GAS MIGRATION MODELING IMPROVES VOLUMETRIC METHOD OF WELL CONTROL

Dec. 26, 1994
Colin P. Leach, Kate M. Quentin Well Control & Systems Design, Houston The use of a realistic, deterministic well control simulator helps accurately describe gas migration effects after a kick. Gas migration effects cannot be generalized for all wells, but it is possible to describe migration for a particular well geometry and formation characteristics. If this simulation work is performed in advance during well planning, then the rig crews will be much better prepared to handle well control.
Colin P. Leach, Kate M. Quentin
Well Control & Systems Design,
Houston

The use of a realistic, deterministic well control simulator helps accurately describe gas migration effects after a kick.

Gas migration effects cannot be generalized for all wells, but it is possible to describe migration for a particular well geometry and formation characteristics. If this simulation work is performed in advance during well planning, then the rig crews will be much better prepared to handle well control.

In the volumetric method, gas expansion during gas migration is allowed for by bleeding small quantities of fluid through the choke. When gas first reaches the choke, the influx is distributed near the surface in the annulus. Rapid gas migration then occurs, and mud and gas may need to be bled to maintain constant bottom hole pressure.

The volumetric method is a technique for controlling gas kicks when circulation is not possible.

The industry-recognized method is based on simple calculations which assume a single bubble of gas, the "classic kick." This technique can now be evaluated by using more realistic, deterministic kick models. 1-2 The results from such models cast doubt on some of the conventional procedures taught and used in the industry.

This article details the analysis of influx behavior following a typical volumetric method. Numerical modeling of fluid losses as the surface pressure rises, gas migration, and dispersion are included to correspond accurately with field observations of kicks. Revised procedures are suggested to deal with these events better, such that the goals of the volumetric method are still attained.
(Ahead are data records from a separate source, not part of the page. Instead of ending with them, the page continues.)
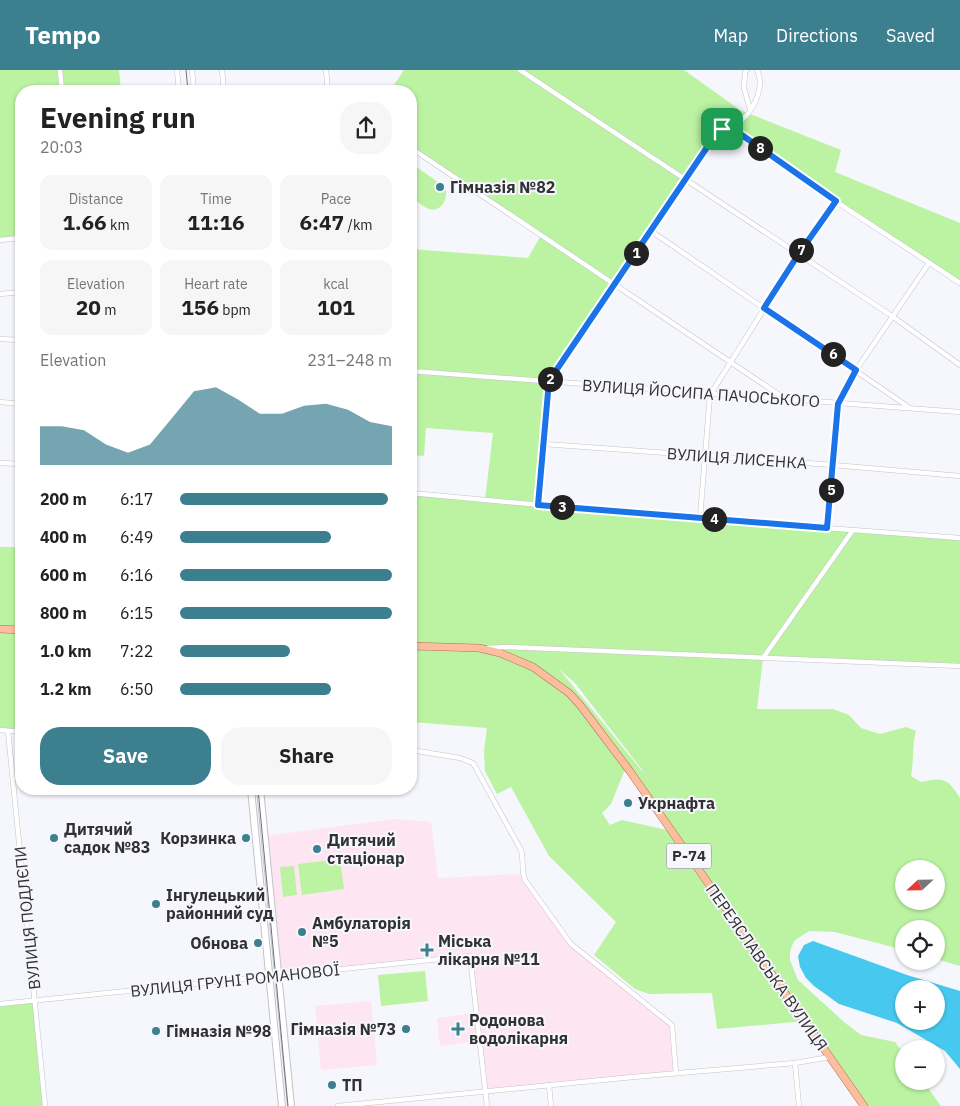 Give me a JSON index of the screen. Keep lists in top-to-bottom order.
{
  "streets": {
    "main road": ["Р-74", "ПЕРЕЯСЛАВСЬКА ВУЛИЦЯ"],
    "street": [
      "ВУЛИЦЯ ЙОСИПА ПАЧОСЬКОГО",
      "ВУЛИЦЯ ЛИСЕНКА",
      "ВУЛИЦЯ ПОДЛЄПИ",
      "ВУЛИЦЯ ГРУНІ РОМАНОВОЇ"
    ]
  },
  "crossings": [
    ["Р-74", "ПЕРЕЯСЛАВСЬКА ВУЛИЦЯ"],
    ["ВУЛИЦЯ ПОДЛЄПИ", "ВУЛИЦЯ ГРУНІ РОМАНОВОЇ"]
  ],
  "places": {
    "other": [
      "Гімназія №82",
      "Укрнафта",
      "Дитячий садок №83",
      "Корзинка",
      "Дитячий стаціонар",
      "Інгулецький районний суд",
      "Амбулаторія №5",
      "Обнова",
      "Гімназія №73",
      "Гімназія №98",
      "ТП"
    ],
    "health": ["Міська лікарня №11", "Родонова водолікарня"]
  },
  "north": "left",
  "page": {
    "header": "Tempo",
    "nav": ["Map", "Directions", "Saved"],
    "heading": ["Evening run", "20:03"],
    "pins": [
      "8",
      "7",
      "1",
      "6",
      "2",
      "5",
      "3",
      "4"
    ],
    "stats": [
      ["Distance", "1.66 km"],
      ["Time", "11:16"],
      ["Pace", "6:47 /km"],
      ["Elevation", "20 m"],
      ["Heart rate", "156 bpm"],
      ["kcal", "101"]
    ],
    "chart": ["Elevation", "231–248 m"],
    "list": [
      {
        "name": "200 m",
        "note": "6:17"
      },
      {
        "name": "400 m",
        "note": "6:49"
      },
      {
        "name": "600 m",
        "note": "6:16"
      },
      {
        "name": "800 m",
        "note": "6:15"
      },
      {
        "name": "1.0 km",
        "note": "7:22"
      },
      {
        "name": "1.2 km",
        "note": "6:50"
      }
    ],
    "buttons": ["Save", "Share"],
    "map_buttons": ["+", "−"]
  }
} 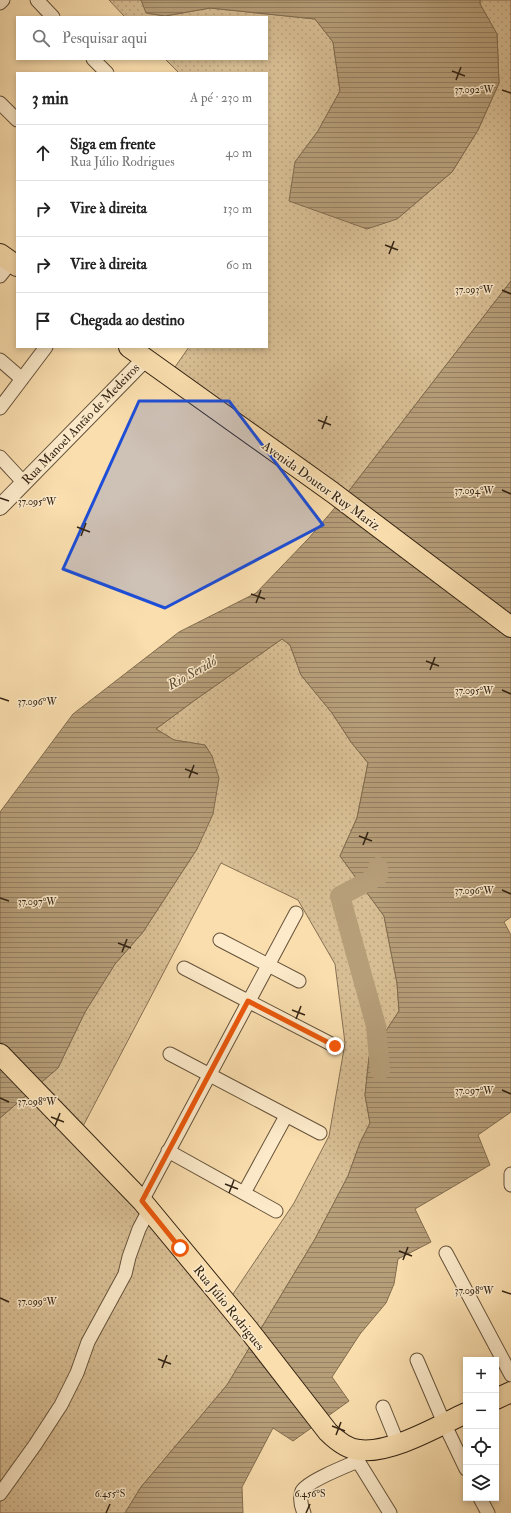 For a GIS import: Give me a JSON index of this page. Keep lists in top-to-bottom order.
{
  "streets": {
    "main road": ["Avenida Doutor Ruy Mariz", "Rua Júlio Rodrigues"],
    "street": ["Rua Manoel Antão de Medeiros"]
  },
  "crossings": [
    ["Rua Manoel Antão de Medeiros", "Avenida Doutor Ruy Mariz"]
  ],
  "water": ["Rio Seridó"],
  "page": {
    "search": "Pesquisar aqui",
    "heading": ["3 min", "A pé · 230 m"],
    "list": [
      ["Siga em frente", "Rua Júlio Rodrigues", "40 m"],
      ["Vire à direita", "130 m"],
      ["Vire à direita", "60 m"],
      "Chegada ao destino"
    ],
    "map_buttons": ["+", "−"]
  },
  "coordinates": [
    "37.092°W",
    "37.093°W",
    "37.094°W",
    "37.095°W",
    "37.096°W",
    "37.097°W",
    "37.098°W",
    "37.099°W",
    "6.455°S",
    "6.456°S"
  ]
} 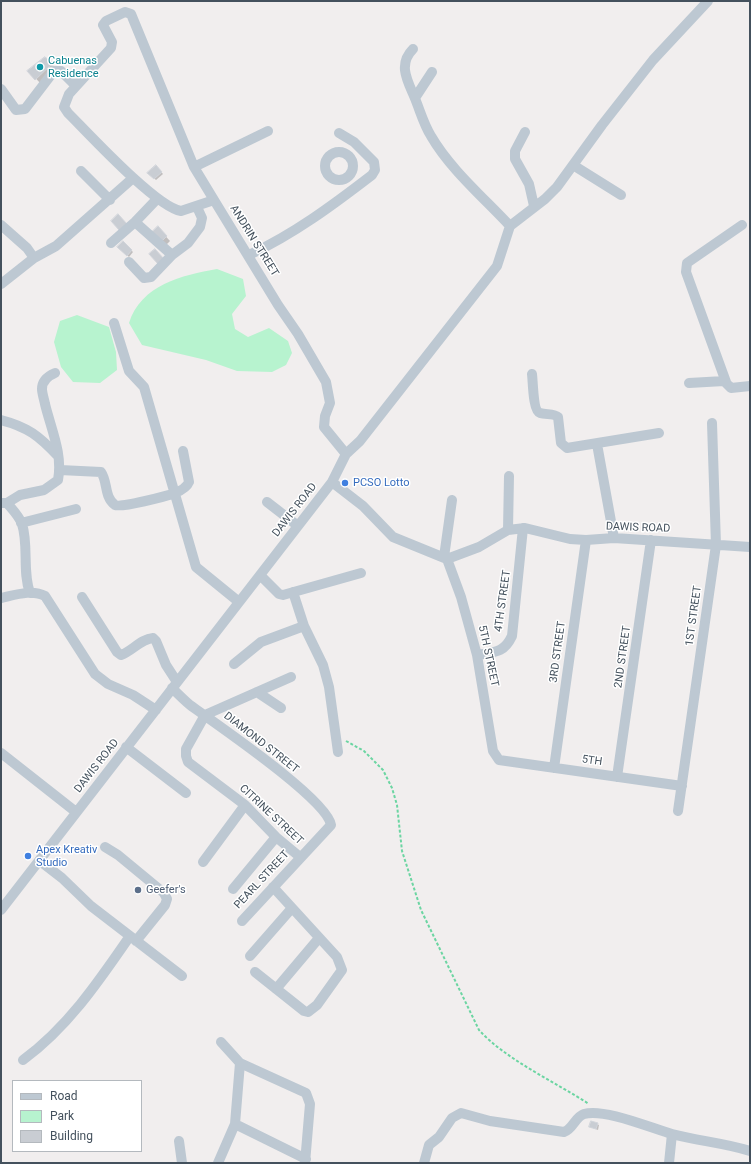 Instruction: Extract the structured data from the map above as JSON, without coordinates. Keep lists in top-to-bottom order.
{
  "streets": {
    "street": [
      "ANDRIN STREET",
      "DAWIS ROAD",
      "4TH STREET",
      "1ST STREET",
      "3RD STREET",
      "5TH STREET",
      "2ND STREET",
      "DIAMOND STREET",
      "5TH",
      "CITRINE STREET",
      "PEARL STREET"
    ]
  },
  "crossings": [
    ["DAWIS ROAD", "4TH STREET"],
    ["DAWIS ROAD", "1ST STREET"],
    ["DAWIS ROAD", "3RD STREET"],
    ["DAWIS ROAD", "5TH STREET"],
    ["DAWIS ROAD", "2ND STREET"],
    ["DAWIS ROAD", "DIAMOND STREET"],
    ["4TH STREET", "5TH STREET"],
    ["1ST STREET", "5TH"],
    ["3RD STREET", "5TH"],
    ["5TH STREET", "5TH"],
    ["2ND STREET", "5TH"],
    ["DIAMOND STREET", "CITRINE STREET"],
    ["DIAMOND STREET", "PEARL STREET"],
    ["CITRINE STREET", "PEARL STREET"]
  ],
  "places": [
    "Cabuenas Residence",
    "PCSO Lotto",
    "Apex Kreativ Studio",
    "Geefer's"
  ],
  "legend": ["Road", "Park", "Building"]
}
The goal of the volumetric method is to maintain constant bottom hole pressure while a gas bubble is allowed to migrate and rise through the annulus. Industry-accepted calculations are based on the results from single gas bubble calculations. Fig. I shows the start and end point of such a procedure addressed by this method.

As the gas rises, it is allowed to expand, Mud is bled off through the choke to accommodate this gas expansion. The volumetric method relies on the calculation of the hydrostatic pressure of the bled mud and the addition of this equivalent pressure to the choke presSure. In this way, the bottom hole pressure is maintained and further influxes are prevented while well bore pressure is kept to a minimum to avoid breakdown at the casing shoe.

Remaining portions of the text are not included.